### Brief:
Reproduce the data exactly; no word may be added or dropped.

Supplied data below:

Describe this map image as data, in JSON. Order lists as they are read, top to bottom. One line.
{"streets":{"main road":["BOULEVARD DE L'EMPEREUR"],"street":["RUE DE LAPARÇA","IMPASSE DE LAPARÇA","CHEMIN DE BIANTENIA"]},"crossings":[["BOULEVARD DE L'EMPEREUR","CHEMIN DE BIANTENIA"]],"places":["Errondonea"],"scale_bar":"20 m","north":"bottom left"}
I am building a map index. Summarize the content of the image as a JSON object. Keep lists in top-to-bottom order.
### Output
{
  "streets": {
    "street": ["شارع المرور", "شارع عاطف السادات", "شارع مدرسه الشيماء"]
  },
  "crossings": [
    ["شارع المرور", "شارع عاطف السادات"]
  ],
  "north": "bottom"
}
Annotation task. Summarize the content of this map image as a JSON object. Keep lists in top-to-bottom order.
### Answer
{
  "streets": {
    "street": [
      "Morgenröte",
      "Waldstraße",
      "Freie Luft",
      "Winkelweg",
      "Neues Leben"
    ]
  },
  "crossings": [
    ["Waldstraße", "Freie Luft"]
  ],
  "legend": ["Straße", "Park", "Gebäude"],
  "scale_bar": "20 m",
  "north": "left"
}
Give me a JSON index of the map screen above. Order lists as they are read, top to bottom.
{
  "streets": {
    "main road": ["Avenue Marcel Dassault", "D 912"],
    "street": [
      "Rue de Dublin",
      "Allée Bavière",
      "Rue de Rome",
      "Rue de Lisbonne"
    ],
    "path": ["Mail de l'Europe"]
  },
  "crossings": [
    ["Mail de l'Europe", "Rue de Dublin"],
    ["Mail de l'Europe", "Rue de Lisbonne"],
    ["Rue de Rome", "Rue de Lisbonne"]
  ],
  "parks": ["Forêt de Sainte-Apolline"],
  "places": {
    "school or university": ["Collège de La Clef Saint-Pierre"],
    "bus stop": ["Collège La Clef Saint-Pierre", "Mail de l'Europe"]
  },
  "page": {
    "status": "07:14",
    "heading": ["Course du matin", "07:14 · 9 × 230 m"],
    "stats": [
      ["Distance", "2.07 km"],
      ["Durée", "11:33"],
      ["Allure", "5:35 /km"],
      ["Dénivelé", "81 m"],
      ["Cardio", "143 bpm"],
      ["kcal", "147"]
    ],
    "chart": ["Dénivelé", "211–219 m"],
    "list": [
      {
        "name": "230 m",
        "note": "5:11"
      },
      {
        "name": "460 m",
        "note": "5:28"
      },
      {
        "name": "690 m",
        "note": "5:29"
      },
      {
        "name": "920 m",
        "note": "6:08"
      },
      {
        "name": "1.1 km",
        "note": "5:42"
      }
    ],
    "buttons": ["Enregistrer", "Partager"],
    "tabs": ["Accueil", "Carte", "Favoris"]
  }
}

End of Supplied data.

### Completed task:
Describe this map image as data, in JSON. Order lists as they are read, top to bottom. One line.
{"streets":{"main road":["BOULEVARD DE L'EMPEREUR"],"street":["RUE DE LAPARÇA","IMPASSE DE LAPARÇA","CHEMIN DE BIANTENIA"]},"crossings":[["BOULEVARD DE L'EMPEREUR","CHEMIN DE BIANTENIA"]],"places":["Errondonea"],"scale_bar":"20 m","north":"bottom left"}
I am building a map index. Summarize the content of the image as a JSON object. Keep lists in top-to-bottom order.
### Output
{
  "streets": {
    "street": ["شارع المرور", "شارع عاطف السادات", "شارع مدرسه الشيماء"]
  },
  "crossings": [
    ["شارع المرور", "شارع عاطف السادات"]
  ],
  "north": "bottom"
}
Annotation task. Summarize the content of this map image as a JSON object. Keep lists in top-to-bottom order.
### Answer
{
  "streets": {
    "street": [
      "Morgenröte",
      "Waldstraße",
      "Freie Luft",
      "Winkelweg",
      "Neues Leben"
    ]
  },
  "crossings": [
    ["Waldstraße", "Freie Luft"]
  ],
  "legend": ["Straße", "Park", "Gebäude"],
  "scale_bar": "20 m",
  "north": "left"
}
Give me a JSON index of the map screen above. Order lists as they are read, top to bottom.
{
  "streets": {
    "main road": ["Avenue Marcel Dassault", "D 912"],
    "street": [
      "Rue de Dublin",
      "Allée Bavière",
      "Rue de Rome",
      "Rue de Lisbonne"
    ],
    "path": ["Mail de l'Europe"]
  },
  "crossings": [
    ["Mail de l'Europe", "Rue de Dublin"],
    ["Mail de l'Europe", "Rue de Lisbonne"],
    ["Rue de Rome", "Rue de Lisbonne"]
  ],
  "parks": ["Forêt de Sainte-Apolline"],
  "places": {
    "school or university": ["Collège de La Clef Saint-Pierre"],
    "bus stop": ["Collège La Clef Saint-Pierre", "Mail de l'Europe"]
  },
  "page": {
    "status": "07:14",
    "heading": ["Course du matin", "07:14 · 9 × 230 m"],
    "stats": [
      ["Distance", "2.07 km"],
      ["Durée", "11:33"],
      ["Allure", "5:35 /km"],
      ["Dénivelé", "81 m"],
      ["Cardio", "143 bpm"],
      ["kcal", "147"]
    ],
    "chart": ["Dénivelé", "211–219 m"],
    "list": [
      {
        "name": "230 m",
        "note": "5:11"
      },
      {
        "name": "460 m",
        "note": "5:28"
      },
      {
        "name": "690 m",
        "note": "5:29"
      },
      {
        "name": "920 m",
        "note": "6:08"
      },
      {
        "name": "1.1 km",
        "note": "5:42"
      }
    ],
    "buttons": ["Enregistrer", "Partager"],
    "tabs": ["Accueil", "Carte", "Favoris"]
  }
}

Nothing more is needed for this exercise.